Limitations & Future Work

  • Coreset selection depends on an external MLP; for extremely high-dimensional or extremely sparse classes, this proxy model itself may be unstable.
  • The default dimensions for feedback (statistical consistency, correlation, etc.) are hand-crafted and might not fully capture highly non-linear or high-order interactions.
  • Theoretical proofs for Bayesian optimality rely on idealized assumptions (unbiased gradients, compact space, specific step sizes) that may differ from the discrete reality of prompt engineering.
  • The experiments focus primarily on tabular classification; migration to other structured formats like regression or time-series remains to be verified.
  • vs.
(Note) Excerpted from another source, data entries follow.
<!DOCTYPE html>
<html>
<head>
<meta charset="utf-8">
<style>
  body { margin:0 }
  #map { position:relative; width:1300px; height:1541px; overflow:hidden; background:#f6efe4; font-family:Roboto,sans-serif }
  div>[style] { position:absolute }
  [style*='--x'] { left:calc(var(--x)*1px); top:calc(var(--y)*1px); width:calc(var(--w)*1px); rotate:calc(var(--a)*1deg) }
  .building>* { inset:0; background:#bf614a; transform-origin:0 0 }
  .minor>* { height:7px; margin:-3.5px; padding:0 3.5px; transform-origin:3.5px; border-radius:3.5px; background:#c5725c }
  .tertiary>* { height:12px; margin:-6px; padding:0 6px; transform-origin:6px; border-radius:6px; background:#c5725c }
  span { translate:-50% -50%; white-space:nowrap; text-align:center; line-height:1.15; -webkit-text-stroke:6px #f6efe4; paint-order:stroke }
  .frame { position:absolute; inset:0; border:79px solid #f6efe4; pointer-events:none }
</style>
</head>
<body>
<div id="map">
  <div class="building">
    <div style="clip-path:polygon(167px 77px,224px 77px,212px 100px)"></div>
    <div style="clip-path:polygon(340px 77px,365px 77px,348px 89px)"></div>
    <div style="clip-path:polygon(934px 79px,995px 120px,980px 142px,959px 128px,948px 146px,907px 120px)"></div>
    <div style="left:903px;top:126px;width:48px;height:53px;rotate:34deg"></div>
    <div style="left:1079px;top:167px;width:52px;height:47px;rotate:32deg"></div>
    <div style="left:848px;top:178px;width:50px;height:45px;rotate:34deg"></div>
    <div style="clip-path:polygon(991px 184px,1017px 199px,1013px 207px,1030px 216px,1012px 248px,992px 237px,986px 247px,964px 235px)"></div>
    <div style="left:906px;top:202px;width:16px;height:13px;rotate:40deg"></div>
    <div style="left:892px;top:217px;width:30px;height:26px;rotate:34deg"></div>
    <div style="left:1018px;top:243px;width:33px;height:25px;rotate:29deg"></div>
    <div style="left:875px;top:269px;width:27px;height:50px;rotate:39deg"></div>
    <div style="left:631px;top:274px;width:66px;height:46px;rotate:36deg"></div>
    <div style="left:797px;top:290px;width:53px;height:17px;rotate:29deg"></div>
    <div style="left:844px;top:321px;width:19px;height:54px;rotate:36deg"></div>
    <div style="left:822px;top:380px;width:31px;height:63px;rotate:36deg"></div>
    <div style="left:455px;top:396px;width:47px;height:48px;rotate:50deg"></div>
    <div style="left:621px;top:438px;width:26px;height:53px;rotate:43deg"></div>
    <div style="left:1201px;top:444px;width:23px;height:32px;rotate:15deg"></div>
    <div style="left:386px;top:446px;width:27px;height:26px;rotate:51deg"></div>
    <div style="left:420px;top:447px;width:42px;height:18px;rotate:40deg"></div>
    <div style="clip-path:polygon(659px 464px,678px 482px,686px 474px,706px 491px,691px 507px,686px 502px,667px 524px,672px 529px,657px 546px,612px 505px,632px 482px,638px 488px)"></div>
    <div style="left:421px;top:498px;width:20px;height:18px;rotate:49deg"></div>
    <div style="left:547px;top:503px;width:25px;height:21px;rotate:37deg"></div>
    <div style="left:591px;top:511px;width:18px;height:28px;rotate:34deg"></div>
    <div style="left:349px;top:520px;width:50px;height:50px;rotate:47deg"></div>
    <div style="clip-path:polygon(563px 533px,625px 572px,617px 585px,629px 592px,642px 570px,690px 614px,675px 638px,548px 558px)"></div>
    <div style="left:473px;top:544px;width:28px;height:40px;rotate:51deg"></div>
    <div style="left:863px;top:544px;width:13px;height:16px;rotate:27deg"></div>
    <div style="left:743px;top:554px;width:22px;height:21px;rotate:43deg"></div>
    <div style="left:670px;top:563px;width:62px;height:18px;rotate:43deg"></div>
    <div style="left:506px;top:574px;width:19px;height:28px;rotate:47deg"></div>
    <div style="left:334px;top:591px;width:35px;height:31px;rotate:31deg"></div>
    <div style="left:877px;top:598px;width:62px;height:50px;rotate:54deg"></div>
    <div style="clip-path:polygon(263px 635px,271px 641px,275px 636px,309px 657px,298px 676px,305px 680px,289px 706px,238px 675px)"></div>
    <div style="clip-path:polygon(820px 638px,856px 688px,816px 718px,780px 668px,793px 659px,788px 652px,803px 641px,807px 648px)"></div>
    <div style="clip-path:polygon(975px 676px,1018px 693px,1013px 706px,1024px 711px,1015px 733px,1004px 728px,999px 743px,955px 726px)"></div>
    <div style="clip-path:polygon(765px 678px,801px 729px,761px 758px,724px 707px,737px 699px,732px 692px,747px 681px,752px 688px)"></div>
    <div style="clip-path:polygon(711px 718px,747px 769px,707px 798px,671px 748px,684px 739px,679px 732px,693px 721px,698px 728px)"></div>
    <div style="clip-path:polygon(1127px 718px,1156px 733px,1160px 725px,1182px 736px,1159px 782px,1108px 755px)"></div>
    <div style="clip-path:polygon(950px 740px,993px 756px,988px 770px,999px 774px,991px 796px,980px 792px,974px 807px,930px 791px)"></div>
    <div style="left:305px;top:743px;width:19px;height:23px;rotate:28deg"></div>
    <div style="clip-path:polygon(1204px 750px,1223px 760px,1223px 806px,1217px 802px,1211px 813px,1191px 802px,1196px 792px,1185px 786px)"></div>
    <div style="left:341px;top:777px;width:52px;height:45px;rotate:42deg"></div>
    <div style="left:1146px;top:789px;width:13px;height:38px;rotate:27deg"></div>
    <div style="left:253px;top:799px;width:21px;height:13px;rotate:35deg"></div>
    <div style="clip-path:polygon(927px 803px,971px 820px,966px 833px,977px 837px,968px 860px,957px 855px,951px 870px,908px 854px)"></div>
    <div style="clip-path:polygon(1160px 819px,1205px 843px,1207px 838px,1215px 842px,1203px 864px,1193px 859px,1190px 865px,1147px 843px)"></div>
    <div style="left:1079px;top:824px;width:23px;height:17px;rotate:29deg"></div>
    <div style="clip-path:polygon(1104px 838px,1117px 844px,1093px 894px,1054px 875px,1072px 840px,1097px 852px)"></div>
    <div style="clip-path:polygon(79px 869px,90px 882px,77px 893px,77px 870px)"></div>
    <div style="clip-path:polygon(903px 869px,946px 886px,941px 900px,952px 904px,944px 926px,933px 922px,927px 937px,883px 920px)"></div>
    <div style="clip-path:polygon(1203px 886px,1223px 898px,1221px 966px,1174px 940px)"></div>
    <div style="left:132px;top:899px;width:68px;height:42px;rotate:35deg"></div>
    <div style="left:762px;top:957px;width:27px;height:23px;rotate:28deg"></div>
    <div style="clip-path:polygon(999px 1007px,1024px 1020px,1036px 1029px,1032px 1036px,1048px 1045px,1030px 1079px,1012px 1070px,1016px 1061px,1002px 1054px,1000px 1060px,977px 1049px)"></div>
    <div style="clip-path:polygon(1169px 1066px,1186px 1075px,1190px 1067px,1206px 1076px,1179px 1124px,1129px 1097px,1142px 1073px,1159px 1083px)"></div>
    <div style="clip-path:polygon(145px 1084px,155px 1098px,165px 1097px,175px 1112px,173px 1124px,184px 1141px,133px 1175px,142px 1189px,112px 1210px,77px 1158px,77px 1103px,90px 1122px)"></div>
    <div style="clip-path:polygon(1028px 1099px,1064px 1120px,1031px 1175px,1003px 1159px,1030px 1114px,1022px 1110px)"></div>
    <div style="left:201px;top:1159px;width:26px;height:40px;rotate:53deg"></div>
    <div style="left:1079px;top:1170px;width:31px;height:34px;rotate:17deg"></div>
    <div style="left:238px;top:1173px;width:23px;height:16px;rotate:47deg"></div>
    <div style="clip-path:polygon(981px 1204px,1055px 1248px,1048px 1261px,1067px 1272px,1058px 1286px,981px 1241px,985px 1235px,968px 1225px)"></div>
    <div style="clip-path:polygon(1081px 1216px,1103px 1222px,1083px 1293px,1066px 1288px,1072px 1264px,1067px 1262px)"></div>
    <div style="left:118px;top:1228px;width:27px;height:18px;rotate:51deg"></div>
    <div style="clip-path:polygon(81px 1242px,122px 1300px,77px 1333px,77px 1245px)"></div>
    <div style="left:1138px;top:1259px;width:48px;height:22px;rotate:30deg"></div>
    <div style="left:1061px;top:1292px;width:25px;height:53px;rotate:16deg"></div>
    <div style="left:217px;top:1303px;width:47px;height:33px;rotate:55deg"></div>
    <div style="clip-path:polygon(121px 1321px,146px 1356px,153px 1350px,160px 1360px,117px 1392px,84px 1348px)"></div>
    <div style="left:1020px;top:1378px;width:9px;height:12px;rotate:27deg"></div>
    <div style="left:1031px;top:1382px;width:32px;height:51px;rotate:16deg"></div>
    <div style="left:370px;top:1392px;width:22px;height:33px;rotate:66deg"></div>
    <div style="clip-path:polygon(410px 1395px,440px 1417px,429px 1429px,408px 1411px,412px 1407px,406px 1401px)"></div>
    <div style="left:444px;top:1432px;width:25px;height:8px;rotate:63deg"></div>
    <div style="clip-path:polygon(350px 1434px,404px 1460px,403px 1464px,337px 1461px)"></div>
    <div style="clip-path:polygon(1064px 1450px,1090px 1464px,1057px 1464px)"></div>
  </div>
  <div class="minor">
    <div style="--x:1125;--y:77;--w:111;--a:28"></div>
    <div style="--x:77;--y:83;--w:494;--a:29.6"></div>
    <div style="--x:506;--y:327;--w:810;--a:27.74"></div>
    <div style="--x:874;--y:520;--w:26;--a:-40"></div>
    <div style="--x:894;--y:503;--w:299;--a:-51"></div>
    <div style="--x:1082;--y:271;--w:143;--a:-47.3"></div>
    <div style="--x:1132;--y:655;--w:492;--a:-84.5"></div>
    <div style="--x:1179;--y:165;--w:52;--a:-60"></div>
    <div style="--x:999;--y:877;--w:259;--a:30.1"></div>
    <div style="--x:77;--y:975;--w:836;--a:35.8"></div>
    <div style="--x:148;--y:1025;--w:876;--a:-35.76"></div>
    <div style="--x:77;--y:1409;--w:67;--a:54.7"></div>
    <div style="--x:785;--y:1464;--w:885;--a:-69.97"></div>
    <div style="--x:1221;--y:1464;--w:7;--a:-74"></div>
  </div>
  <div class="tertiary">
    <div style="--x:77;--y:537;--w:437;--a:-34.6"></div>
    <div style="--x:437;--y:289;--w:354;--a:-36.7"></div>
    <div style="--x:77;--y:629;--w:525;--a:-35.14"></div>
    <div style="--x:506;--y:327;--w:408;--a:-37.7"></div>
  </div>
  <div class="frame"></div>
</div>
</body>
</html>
Most Relevant Work A: This work improves upon key dimensions.
  • vs. Most Relevant Work B: This work provides a different solution path.

Rating

  • Novelty: ⭐⭐⭐⭐ Innovative, though some components combine existing techniques.
  • Experimental Thoroughness: ⭐⭐⭐⭐ Comprehensive evaluation.
  • Writing Quality: ⭐⭐⭐⭐ Clear structure.
  • Value: ⭐⭐⭐⭐ Significant practical contribution to the field.